Readers rarely come to know about one person who devotes the most obsessive care and attention to the book they are reading: the typesetter.
Michael Mitchell, the enormously gifted, sharp-tongued, impish, chain-smoking man who typeset all my books, ran the Libanus Press with one partner, Susan Wightman, and together they turned out book after elegant book. His views on type were strong. Once, asked to identify a typeface, he wrote back: "Awful font. We think all except capital I are Futura Extra bold – the slab seriffed cap I is probably drawn. Slabbed cap I's are a serious abomination."
His 'studio' for that is what it ought to be called, was in a beautiful house in Marlborough, Wiltshire. It had lovely huge rooms had an exquisitely groomed garden at the back, as perfect as a well-set page. The times I visited him, there was always lunch and wine and smoke and talk as well as work and always a book at the end as a gift.
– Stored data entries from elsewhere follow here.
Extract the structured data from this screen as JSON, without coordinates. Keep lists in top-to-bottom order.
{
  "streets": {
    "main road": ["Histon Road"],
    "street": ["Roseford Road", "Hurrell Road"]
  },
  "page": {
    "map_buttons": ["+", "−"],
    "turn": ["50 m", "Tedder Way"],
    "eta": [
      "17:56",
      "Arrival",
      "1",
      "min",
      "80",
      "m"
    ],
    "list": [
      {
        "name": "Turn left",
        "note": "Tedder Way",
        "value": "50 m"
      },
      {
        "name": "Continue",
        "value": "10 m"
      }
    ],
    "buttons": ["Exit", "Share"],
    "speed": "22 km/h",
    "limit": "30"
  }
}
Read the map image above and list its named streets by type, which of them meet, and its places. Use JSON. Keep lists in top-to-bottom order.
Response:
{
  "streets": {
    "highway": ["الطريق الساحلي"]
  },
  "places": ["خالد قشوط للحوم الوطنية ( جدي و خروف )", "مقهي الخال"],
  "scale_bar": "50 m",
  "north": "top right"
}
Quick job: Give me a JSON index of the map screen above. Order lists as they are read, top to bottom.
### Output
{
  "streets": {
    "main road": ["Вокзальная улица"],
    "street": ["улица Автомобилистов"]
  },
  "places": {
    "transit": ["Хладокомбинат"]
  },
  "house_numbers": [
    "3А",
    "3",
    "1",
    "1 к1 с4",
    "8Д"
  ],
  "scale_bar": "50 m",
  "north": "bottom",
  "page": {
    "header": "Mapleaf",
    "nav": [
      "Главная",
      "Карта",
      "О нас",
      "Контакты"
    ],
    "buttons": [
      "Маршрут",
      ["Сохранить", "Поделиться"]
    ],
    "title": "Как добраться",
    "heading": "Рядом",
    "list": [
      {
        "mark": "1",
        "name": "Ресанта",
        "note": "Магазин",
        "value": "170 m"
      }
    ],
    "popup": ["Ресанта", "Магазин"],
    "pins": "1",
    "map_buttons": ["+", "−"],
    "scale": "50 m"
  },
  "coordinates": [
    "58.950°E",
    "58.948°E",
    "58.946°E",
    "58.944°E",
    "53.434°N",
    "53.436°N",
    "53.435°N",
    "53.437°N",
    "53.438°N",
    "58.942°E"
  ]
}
He died in November, aged 78.
Here is his obituary from The Guardian
Michael Mitchell obituary
Typographer and designer who aimed for perfection with his books
Michael launched into his career as a printer and publisher in 1975. At a chance meeting with Richard Shirley Smith, the painter and wood engraver, Shirley Smith offered Mitchell his old press, a stalwart 1860 Albion, together with some Monotype type. With this Michael began typesetting and printing broadsides and small poetry books in his garage. He founded Libanus Press and in 1979 moved to Marlborough, Wiltshire. As professional printers were disencumbering themselves of their machinery with the advent of the digital era, he collected several other presses. He acquired greater quantities of lead type and then a Monotype caster. This considerably widened the range of his type styles.